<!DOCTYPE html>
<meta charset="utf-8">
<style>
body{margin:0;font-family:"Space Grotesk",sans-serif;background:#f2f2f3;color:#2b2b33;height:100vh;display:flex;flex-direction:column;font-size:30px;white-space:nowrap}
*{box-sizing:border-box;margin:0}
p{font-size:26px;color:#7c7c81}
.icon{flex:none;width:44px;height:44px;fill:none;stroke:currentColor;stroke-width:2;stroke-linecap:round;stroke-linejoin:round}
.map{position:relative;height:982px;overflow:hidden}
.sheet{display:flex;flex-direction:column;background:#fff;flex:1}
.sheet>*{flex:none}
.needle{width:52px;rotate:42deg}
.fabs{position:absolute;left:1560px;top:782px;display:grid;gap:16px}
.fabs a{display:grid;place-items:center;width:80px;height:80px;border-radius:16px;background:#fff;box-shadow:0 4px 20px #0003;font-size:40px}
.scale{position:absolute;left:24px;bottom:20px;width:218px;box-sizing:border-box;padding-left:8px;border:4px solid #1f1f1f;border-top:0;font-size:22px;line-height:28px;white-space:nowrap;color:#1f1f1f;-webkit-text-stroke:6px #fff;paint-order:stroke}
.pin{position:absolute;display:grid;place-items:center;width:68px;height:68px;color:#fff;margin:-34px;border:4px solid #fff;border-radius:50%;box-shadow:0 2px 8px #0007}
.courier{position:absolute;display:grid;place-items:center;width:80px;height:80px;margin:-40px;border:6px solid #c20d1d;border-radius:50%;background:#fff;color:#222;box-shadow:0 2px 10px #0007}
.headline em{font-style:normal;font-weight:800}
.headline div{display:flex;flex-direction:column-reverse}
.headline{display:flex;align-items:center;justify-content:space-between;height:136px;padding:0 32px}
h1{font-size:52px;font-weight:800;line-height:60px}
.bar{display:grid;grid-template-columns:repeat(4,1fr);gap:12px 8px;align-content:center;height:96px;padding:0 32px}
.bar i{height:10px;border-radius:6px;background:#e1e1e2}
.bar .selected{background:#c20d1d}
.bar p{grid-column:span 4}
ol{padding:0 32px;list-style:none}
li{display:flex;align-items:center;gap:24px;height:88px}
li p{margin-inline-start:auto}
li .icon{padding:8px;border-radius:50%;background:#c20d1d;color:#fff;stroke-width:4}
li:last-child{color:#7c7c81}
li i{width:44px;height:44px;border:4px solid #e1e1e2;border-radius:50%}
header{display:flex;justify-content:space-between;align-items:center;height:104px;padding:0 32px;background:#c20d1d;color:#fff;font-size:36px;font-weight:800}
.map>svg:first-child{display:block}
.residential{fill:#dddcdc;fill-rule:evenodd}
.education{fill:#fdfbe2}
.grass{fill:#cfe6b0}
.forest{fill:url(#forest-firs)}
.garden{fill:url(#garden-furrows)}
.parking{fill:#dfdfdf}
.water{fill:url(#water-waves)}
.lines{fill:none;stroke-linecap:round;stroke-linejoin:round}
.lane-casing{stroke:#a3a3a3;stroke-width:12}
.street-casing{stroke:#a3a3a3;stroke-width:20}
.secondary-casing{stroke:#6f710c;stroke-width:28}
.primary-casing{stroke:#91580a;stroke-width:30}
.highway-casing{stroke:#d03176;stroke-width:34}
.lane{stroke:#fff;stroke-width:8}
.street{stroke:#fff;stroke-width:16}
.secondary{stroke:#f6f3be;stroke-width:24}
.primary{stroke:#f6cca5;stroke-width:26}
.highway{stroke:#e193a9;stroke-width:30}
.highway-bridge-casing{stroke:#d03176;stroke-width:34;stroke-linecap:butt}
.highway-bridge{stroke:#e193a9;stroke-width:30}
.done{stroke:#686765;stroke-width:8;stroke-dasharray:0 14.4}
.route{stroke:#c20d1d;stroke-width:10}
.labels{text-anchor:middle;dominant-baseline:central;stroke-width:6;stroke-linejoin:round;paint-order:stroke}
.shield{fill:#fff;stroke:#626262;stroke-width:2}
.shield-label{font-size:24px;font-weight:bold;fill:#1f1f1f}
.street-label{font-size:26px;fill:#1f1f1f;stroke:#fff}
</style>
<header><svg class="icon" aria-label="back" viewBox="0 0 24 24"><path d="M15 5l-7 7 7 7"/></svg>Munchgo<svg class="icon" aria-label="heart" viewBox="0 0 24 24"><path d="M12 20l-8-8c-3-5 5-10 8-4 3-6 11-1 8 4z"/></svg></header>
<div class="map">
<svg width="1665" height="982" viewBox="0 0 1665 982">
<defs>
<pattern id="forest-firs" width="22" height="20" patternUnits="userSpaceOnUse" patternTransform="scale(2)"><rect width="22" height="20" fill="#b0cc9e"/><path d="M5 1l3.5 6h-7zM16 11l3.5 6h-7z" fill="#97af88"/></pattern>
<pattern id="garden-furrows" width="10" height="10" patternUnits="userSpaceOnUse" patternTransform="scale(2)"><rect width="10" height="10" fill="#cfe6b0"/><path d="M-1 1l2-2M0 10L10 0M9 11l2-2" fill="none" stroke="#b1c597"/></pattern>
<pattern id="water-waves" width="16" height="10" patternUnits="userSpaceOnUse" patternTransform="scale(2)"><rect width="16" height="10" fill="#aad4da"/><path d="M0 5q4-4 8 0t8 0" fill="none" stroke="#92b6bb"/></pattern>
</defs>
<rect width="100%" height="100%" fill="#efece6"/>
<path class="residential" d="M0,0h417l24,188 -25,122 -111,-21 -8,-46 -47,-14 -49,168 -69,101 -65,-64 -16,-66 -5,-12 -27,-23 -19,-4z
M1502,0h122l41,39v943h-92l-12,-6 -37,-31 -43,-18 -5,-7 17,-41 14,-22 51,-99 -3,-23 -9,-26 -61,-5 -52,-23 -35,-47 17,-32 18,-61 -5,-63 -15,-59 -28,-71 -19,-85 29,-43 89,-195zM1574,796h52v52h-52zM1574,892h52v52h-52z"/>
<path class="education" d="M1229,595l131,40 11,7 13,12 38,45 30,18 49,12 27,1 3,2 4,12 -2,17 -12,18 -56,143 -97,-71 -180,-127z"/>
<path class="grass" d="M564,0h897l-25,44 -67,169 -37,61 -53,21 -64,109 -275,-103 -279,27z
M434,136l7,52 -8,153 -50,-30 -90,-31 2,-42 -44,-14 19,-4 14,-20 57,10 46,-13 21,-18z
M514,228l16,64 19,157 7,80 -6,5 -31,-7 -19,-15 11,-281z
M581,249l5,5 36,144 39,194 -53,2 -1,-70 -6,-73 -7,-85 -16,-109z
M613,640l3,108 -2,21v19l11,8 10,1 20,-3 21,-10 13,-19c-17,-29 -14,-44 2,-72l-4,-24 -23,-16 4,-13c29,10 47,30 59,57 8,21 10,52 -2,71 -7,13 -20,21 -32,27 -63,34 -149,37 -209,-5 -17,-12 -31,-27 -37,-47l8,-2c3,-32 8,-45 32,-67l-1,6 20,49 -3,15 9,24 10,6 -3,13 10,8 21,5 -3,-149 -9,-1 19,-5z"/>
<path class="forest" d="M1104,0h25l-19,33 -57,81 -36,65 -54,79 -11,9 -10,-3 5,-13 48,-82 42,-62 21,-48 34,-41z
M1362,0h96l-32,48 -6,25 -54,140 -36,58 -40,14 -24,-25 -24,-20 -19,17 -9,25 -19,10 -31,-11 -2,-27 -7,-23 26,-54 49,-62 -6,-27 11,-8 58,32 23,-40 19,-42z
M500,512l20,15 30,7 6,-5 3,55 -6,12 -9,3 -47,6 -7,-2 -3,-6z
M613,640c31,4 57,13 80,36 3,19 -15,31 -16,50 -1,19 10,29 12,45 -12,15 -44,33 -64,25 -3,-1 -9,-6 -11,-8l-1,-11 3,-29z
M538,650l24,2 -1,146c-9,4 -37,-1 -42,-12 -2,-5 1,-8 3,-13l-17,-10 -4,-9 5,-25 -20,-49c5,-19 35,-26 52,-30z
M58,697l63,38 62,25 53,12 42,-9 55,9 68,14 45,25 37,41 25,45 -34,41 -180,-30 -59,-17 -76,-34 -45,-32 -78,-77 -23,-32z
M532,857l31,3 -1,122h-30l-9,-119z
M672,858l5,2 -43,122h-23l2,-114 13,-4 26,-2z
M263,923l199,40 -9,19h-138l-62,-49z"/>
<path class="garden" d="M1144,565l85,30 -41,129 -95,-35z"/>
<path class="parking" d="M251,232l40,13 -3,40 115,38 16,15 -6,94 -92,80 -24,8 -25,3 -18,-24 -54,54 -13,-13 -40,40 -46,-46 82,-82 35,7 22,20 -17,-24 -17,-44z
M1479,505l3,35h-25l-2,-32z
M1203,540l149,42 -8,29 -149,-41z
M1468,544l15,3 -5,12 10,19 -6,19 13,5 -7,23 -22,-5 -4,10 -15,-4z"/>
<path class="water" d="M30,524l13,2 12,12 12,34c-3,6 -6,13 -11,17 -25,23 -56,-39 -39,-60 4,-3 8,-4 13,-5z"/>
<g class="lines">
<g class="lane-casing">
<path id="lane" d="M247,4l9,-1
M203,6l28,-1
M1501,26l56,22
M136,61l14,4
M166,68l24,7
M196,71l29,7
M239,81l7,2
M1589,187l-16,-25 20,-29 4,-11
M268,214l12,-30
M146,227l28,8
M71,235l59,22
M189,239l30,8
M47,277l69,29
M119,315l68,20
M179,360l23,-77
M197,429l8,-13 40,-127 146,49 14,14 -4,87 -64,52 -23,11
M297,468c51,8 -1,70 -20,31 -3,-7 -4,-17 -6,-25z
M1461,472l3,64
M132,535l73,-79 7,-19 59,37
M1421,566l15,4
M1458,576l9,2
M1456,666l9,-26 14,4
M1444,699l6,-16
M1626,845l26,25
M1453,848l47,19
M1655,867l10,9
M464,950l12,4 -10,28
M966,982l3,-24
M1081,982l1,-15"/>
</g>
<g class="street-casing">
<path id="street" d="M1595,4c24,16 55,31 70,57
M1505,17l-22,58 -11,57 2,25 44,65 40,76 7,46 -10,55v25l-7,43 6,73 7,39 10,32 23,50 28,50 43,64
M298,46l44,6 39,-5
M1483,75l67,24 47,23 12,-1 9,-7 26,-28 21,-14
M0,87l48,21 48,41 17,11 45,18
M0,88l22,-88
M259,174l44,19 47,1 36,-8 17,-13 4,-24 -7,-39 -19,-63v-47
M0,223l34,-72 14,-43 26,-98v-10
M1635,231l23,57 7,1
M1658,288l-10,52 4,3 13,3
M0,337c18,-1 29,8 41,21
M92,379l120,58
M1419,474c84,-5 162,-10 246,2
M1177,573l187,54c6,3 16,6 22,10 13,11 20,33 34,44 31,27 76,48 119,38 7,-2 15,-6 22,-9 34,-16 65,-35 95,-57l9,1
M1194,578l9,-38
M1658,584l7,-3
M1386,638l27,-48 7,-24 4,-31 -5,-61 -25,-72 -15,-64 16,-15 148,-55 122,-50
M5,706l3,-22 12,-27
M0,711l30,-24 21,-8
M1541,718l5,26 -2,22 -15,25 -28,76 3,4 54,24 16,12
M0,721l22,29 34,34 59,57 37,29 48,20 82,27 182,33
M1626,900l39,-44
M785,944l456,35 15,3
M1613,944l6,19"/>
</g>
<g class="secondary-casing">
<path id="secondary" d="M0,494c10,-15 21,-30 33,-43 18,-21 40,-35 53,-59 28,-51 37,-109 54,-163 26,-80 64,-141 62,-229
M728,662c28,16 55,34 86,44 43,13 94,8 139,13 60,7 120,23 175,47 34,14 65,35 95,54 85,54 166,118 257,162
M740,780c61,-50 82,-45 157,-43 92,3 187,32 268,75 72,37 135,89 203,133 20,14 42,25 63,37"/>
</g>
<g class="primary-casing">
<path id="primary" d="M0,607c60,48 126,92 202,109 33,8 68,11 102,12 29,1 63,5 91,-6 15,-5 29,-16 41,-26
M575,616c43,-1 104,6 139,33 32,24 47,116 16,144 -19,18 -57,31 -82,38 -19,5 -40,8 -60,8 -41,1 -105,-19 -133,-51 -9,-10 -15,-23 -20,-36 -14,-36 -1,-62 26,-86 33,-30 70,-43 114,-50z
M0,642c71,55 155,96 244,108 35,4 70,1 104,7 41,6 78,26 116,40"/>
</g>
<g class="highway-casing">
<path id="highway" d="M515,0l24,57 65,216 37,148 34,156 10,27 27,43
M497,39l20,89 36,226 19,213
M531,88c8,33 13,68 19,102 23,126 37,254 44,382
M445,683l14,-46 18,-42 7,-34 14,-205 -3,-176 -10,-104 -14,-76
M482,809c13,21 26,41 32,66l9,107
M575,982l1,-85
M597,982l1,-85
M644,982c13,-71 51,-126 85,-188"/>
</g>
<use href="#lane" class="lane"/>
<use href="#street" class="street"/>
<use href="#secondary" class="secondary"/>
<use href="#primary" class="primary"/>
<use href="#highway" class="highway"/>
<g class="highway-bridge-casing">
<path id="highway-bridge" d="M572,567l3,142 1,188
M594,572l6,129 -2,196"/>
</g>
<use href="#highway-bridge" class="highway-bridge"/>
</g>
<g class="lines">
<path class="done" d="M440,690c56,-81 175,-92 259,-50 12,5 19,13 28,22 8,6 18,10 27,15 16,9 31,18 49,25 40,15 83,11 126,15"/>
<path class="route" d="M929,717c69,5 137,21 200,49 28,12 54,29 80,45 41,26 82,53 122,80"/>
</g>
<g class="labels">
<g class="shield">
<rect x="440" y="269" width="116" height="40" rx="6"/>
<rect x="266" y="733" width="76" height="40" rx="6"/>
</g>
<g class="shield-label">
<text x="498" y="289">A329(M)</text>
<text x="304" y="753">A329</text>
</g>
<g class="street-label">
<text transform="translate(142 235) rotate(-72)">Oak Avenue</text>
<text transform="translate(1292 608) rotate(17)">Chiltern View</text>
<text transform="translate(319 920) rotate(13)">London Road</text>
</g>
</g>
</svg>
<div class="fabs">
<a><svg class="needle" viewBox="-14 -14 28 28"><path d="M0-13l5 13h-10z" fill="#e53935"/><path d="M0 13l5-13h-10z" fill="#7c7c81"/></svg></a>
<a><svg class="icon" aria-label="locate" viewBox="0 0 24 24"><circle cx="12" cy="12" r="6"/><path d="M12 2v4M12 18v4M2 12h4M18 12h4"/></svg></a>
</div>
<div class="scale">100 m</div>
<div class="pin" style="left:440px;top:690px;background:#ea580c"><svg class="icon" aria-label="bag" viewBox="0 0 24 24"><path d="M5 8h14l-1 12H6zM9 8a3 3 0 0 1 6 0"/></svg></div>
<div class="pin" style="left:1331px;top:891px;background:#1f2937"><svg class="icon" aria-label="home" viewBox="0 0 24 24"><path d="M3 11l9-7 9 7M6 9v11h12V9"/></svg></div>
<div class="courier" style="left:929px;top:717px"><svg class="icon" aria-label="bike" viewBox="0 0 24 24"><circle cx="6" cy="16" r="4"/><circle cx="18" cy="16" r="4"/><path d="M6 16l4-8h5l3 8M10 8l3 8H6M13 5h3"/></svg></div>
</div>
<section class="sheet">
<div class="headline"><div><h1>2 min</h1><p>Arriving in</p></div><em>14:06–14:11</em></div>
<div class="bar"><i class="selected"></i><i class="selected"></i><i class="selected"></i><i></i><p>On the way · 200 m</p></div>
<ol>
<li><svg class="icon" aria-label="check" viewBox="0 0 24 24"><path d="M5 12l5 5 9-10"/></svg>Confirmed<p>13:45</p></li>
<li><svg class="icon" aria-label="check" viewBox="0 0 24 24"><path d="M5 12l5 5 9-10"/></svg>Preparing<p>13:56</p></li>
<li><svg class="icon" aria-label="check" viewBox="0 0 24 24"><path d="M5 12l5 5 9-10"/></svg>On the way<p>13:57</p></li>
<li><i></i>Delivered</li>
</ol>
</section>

Exercise =
Where a line of the records contains the word "place", copy that line.

Output of the task =
.fabs a{display:grid;place-items:center;width:80px;height:80px;border-radius:16px;background:#fff;box-shadow:0 4px 20px #0003;font-size:40px}
.pin{position:absolute;display:grid;place-items:center;width:68px;height:68px;color:#fff;margin:-34px;border:4px solid #fff;border-radius:50%;box-shadow:0 2px 8px #0007}
.courier{position:absolute;display:grid;place-items:center;width:80px;height:80px;margin:-40px;border:6px solid #c20d1d;border-radius:50%;background:#fff;color:#222;box-shadow:0 2px 10px #0007}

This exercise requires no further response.